[Data listing]
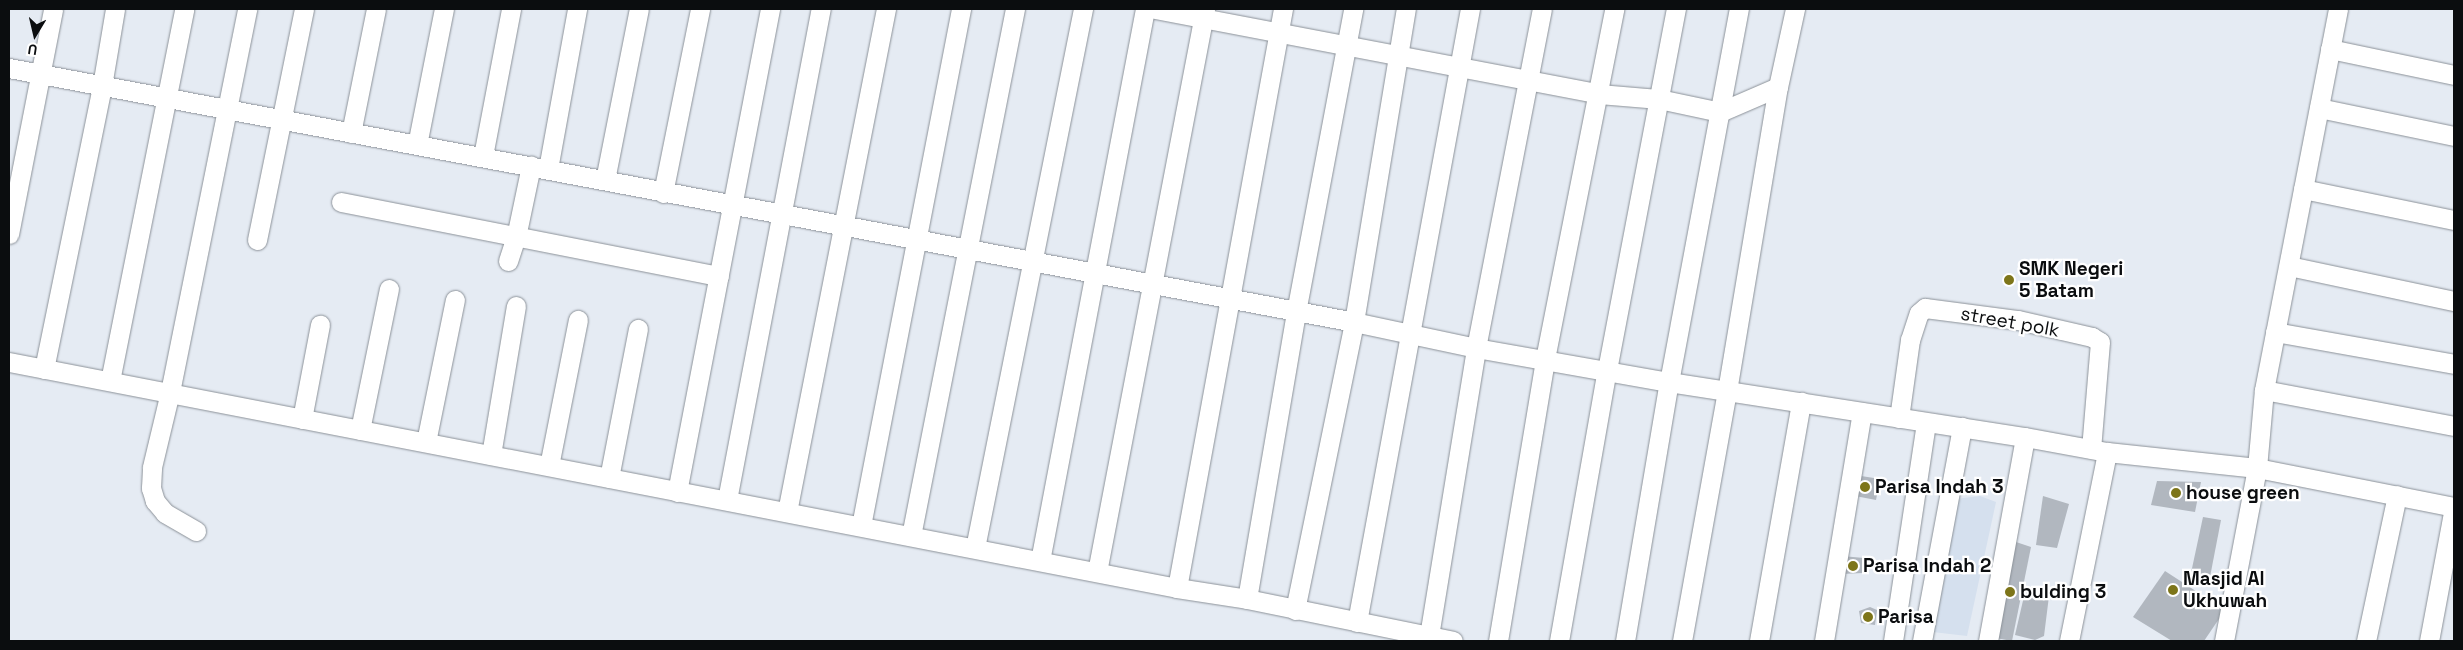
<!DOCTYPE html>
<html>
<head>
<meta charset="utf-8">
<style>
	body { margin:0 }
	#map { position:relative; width:2463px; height:650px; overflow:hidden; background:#e5ebf3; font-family:"Space Grotesk",sans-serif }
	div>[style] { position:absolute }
	.built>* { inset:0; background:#d5e0ee }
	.building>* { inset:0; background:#b1b7bf }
	.roads { filter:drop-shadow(0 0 1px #8b9198) drop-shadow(0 0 1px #8b9198) }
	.minor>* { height:19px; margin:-9.5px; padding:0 9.5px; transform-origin:9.5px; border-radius:9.5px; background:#fff }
	.dots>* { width:14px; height:14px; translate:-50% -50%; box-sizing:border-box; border:2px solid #fff; border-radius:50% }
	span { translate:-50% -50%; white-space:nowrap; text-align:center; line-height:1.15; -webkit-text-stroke:4.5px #fff; paint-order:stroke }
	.poi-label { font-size:19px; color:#0b0d0f; font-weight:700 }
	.left { translate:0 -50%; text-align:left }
	.street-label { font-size:19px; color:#0b0d0f }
	.frame { position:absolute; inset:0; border:10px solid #0b0d0f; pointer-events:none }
	.north { position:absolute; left:10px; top:10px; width:50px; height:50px; -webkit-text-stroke:4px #fff; paint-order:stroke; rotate:189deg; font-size:14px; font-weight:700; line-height:20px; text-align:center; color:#0b0d0f }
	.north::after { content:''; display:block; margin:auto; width:18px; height:22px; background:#0b0d0f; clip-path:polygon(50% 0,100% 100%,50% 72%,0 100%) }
</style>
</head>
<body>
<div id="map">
	<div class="built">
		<div style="clip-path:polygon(1980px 496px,1996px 502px,1967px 636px,1924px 631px,1947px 500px)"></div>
	</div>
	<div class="building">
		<div style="clip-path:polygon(1855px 475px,1880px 479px,1876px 500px,1850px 495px)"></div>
		<div style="clip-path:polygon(2157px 481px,2201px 482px,2195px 512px,2151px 505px)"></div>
		<div style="clip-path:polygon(2043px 496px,2069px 504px,2057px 548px,2036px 545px)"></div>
		<div style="clip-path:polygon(2203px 517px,2221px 520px,2210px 577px,2191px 573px)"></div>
		<div style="clip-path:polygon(2007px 539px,2031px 547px,2012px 641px,1990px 637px)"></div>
		<div style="clip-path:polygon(1842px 556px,1864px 558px,1863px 573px,1841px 574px)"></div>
		<div style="clip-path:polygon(2165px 571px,2225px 610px,2204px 641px,2172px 641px,2133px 617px)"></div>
		<div style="clip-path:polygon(2025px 592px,2049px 596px,2044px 636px,2035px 640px,2015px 635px)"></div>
		<div style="clip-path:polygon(1870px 607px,1877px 610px,1875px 625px,1861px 623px,1859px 611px)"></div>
	</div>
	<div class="roads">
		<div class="minor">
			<div style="left:1155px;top:9px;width:452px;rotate:10.8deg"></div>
			<div style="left:1599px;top:94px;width:60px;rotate:4.8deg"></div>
			<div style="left:1659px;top:99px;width:62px;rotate:12deg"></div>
			<div style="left:1720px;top:112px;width:63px;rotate:-23.3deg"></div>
			<div style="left:2330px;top:49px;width:127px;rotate:11.8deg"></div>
			<div style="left:9px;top:68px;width:1369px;rotate:10.69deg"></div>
			<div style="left:1354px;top:322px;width:125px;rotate:12deg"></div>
			<div style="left:1476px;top:348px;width:196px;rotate:10deg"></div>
			<div style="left:1669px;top:382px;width:360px;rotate:8.8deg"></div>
			<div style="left:2025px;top:437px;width:83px;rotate:10.4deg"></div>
			<div style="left:2107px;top:452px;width:151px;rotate:6.1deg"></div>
			<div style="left:2257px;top:468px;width:201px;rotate:11.2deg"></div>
			<div style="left:2319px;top:108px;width:138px;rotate:11.7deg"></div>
			<div style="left:351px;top:133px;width:126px;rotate:-78.6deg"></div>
			<div style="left:417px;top:145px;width:139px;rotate:-78.8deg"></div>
			<div style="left:483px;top:156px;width:150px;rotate:-79.2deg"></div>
			<div style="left:548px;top:169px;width:163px;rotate:-79.7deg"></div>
			<div style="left:605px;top:180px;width:174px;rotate:-78.8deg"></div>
			<div style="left:2303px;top:189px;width:154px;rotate:11.6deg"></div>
			<div style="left:663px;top:193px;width:188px;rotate:-78.6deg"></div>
			<div style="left:341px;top:202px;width:385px;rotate:11.1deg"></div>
			<div style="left:9px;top:234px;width:229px;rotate:-78.9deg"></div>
			<div style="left:257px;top:240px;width:236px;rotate:-78.5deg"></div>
			<div style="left:508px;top:261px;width:25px;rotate:-72deg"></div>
			<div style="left:516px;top:237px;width:73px;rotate:-78.1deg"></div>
			<div style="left:2289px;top:266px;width:169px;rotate:12deg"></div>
			<div style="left:2275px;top:332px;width:182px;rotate:10.1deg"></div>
			<div style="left:9px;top:362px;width:1190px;rotate:10.95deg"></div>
			<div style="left:1177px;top:588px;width:71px;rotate:8.9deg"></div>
			<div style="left:1247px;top:599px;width:210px;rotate:11.5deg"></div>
			<div style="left:44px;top:369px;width:289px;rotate:-78.4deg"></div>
			<div style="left:102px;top:86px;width:78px;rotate:-80.4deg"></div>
			<div style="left:110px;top:381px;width:379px;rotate:-78.7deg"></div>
			<div style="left:2264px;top:390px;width:193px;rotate:10.7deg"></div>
			<div style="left:1899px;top:418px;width:79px;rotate:-82deg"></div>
			<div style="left:1910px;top:340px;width:28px;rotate:-72deg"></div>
			<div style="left:1919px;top:313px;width:8px;rotate:-40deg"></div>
			<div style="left:1925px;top:308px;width:94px;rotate:7.4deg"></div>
			<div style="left:2018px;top:320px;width:76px;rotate:12.9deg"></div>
			<div style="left:2092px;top:337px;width:9px;rotate:32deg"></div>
			<div style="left:2100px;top:342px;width:107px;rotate:94.8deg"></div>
			<div style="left:302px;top:419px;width:96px;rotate:-79.2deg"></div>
			<div style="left:360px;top:430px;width:144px;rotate:-78.4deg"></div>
			<div style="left:426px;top:442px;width:145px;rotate:-78.5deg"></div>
			<div style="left:491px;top:455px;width:151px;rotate:-80.5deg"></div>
			<div style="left:549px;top:466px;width:149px;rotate:-78.8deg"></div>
			<div style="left:609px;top:478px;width:152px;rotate:-79deg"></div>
			<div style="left:677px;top:492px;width:492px;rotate:-79.1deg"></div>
			<div style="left:727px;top:500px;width:500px;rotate:-79.2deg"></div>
			<div style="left:787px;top:512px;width:513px;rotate:-78.87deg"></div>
			<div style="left:861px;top:526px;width:527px;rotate:-79.05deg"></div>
			<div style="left:196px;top:531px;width:36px;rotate:-150deg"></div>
			<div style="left:165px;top:513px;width:16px;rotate:-130deg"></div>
			<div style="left:155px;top:501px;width:14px;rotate:-107deg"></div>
			<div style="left:151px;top:488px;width:21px;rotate:-87deg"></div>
			<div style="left:152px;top:467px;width:77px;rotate:-76.5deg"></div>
			<div style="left:170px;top:392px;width:391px;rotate:-78.6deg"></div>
			<div style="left:911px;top:536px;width:537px;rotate:-78.84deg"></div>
			<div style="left:975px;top:548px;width:550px;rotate:-78.67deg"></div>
			<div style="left:1040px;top:561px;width:562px;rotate:-79.23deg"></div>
			<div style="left:1097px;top:572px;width:573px;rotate:-79.14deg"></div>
			<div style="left:1177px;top:588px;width:589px;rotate:-79.63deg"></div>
			<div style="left:1247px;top:599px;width:291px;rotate:-80.3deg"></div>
			<div style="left:1296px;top:312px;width:308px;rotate:-79.3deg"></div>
			<div style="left:1295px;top:610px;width:294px;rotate:-78.4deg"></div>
			<div style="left:1354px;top:322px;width:317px;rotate:-80.6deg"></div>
			<div style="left:1357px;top:622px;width:623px;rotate:-79.56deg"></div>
			<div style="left:1429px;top:636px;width:292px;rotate:-80.7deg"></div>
			<div style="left:1476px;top:348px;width:345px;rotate:-79deg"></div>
			<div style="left:1498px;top:641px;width:286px;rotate:-80.5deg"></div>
			<div style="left:1545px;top:359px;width:357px;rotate:-78.8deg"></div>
			<div style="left:1559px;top:641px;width:275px;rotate:-80deg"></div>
			<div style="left:1607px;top:370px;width:368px;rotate:-79.2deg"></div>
			<div style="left:1625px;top:641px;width:263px;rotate:-80.4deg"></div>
			<div style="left:1669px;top:382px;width:380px;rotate:-79.4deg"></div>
			<div style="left:1682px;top:641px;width:254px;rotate:-79.8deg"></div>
			<div style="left:1727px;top:391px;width:308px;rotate:-80.5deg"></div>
			<div style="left:1778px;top:87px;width:80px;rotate:-77.7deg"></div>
			<div style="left:1759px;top:641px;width:243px;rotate:-80deg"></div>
			<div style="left:1824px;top:641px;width:232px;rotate:-80.6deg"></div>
			<div style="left:1893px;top:641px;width:220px;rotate:-81.4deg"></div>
			<div style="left:1922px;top:641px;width:218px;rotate:-79.4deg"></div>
			<div style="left:1988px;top:641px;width:207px;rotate:-79.7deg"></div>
			<div style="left:2069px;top:641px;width:193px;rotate:-78.6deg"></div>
			<div style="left:2224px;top:641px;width:176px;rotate:-79.2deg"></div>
			<div style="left:2257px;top:468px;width:78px;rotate:-84.9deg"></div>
			<div style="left:2264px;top:390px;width:388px;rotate:-79deg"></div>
			<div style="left:2366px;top:641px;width:149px;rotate:-78deg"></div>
			<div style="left:2429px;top:641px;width:136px;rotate:-79.4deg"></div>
		</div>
	</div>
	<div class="dots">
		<div style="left:2009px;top:280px;background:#7d7519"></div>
		<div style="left:1865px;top:487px;background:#7d7519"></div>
		<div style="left:2176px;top:493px;background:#7d7519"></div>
		<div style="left:1853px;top:566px;background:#7d7519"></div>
		<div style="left:2173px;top:590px;background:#7d7519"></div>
		<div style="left:2010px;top:592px;background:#7d7519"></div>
		<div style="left:1868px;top:617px;background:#7d7519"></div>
	</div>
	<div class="poi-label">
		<span class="left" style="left:2019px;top:280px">SMK Negeri<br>5 Batam</span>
		<span class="left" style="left:1875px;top:487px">Parisa Indah 3</span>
		<span class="left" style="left:2186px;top:493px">house green</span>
		<span class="left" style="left:1863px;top:566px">Parisa Indah 2</span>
		<span class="left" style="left:2183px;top:590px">Masjid Al<br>Ukhuwah</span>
		<span class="left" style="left:2020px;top:592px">bulding 3</span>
		<span class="left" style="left:1878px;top:617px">Parisa</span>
	</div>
	<div class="street-label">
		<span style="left:2010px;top:322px;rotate:10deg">street polk</span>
	</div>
	<div class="frame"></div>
	<div class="north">U</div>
</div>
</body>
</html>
[/Data listing]
- Your goal -
From the opening line of the listing above through the line bearing "font-size:19px; color:#0b0d0f; font-weight:700", repeat each line exactly. Drop every picture.

- The answer -
<!DOCTYPE html>
<html>
<head>
<meta charset="utf-8">
<style>
	body { margin:0 }
	#map { position:relative; width:2463px; height:650px; overflow:hidden; background:#e5ebf3; font-family:"Space Grotesk",sans-serif }
	div>[style] { position:absolute }
	.built>* { inset:0; background:#d5e0ee }
	.building>* { inset:0; background:#b1b7bf }
	.roads { filter:drop-shadow(0 0 1px #8b9198) drop-shadow(0 0 1px #8b9198) }
	.minor>* { height:19px; margin:-9.5px; padding:0 9.5px; transform-origin:9.5px; border-radius:9.5px; background:#fff }
	.dots>* { width:14px; height:14px; translate:-50% -50%; box-sizing:border-box; border:2px solid #fff; border-radius:50% }
	span { translate:-50% -50%; white-space:nowrap; text-align:center; line-height:1.15; -webkit-text-stroke:4.5px #fff; paint-order:stroke }
	.poi-label { font-size:19px; color:#0b0d0f; font-weight:700 }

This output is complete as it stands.